»Dann muss ich denjenigen eben umlegen.«
»Das ist kein Scherz.«
»Ich scherze nicht«, entgegnet Lucy, während sich das Garagentor langsam hinter ihnen schließt.
10
Lucy parkt den Ferrari Modena neben dem schwarzen Ferrari, einem Zwölf-Zylinder-Scaglietti, der in einer Welt voller Geschwindigkeitsbeschränkungen nie die Möglichkeit haben wird, an die Grenzen seiner Kraft zu gehen. Als sie und Rudy aus dem Modena steigen, wendet sie den Blick von der beschädigten Motorhaube des schwarzen Ferrari ab, wo unbeholfen ein riesiges Auge mit Wimpern in den wunderschön schimmernden Lack gekratzt ist.

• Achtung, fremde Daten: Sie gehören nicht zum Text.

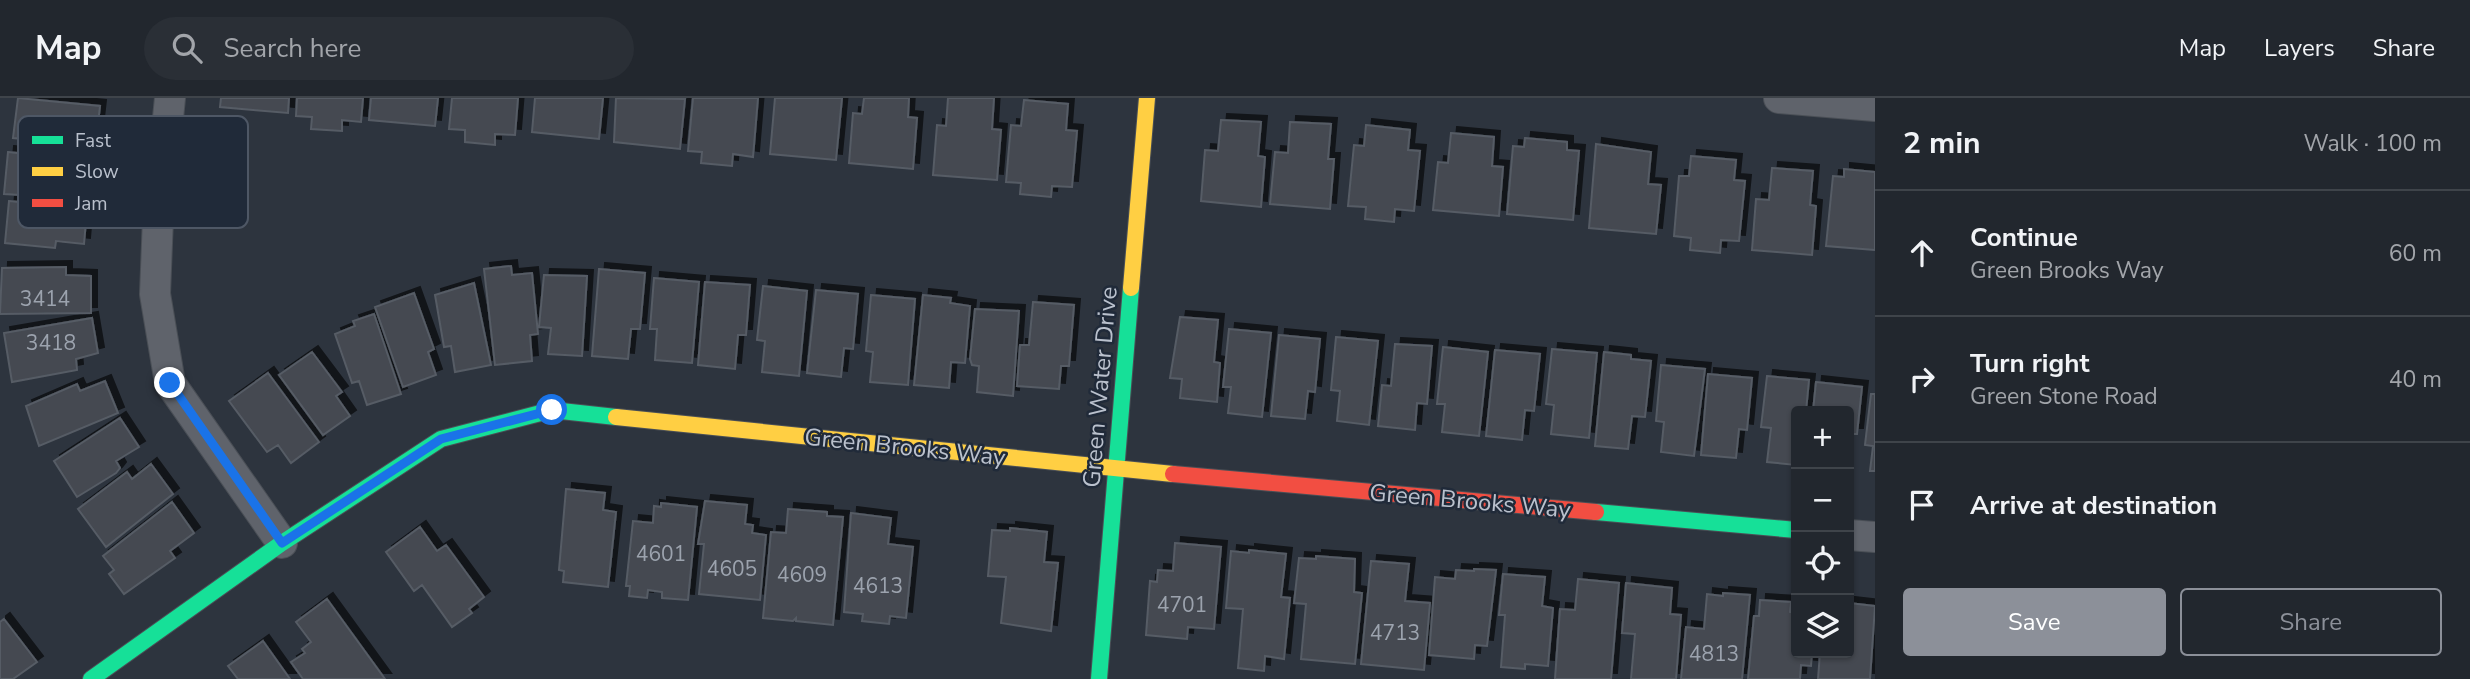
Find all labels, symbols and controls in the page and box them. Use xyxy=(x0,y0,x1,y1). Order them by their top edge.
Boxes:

»Das Thema ist zwar recht unangenehm«, sagt Rudy, während er zwischen den beiden Ferrari zur Tür geht, die ins Innere der Villa führt. »Aber könnte es möglich sein, dass sie es selbst getan hat?« Er deutet auf die zerkratzte Motorhaube des Scaglietti, aber Lucy schaut nach wie vor nicht hin. »Ich frage mich nämlich immer noch, ob sie die ganze Sache nicht vorgetäuscht hat.«
»Sie war es nicht«, erwidert sie.
»Das lässt sich reparieren«, erwidert Rudy und steckt die Hände in die Hosentaschen, während Lucy die Tür öffnet und die Alarmanlage deaktiviert, die mit jeder möglichen Erkennungsfunktion ausgestattet ist. Auch Kameras, im Haus und draußen, gehören dazu. Allerdings zeichnen die Kameras nicht auf. Lucy wollte nicht, dass ihr Privatleben im Haus und auf dem Grundstück auf Video gebannt wird, und Rudy kann das bis zu einem gewissen Grad nachvollziehen. Ihm würde es auch nicht gefallen, wenn versteckte Kameras ihn überall in seinem Haus filmen würden. Und er wohnt allein. Lucy hingegen hatte eine Mitbewohnerin, als sie beschlossen hat, dass sie das, was in ihrem Haus und auf ihrem Grundstück geschieht, lieber nicht aufnehmen möchte.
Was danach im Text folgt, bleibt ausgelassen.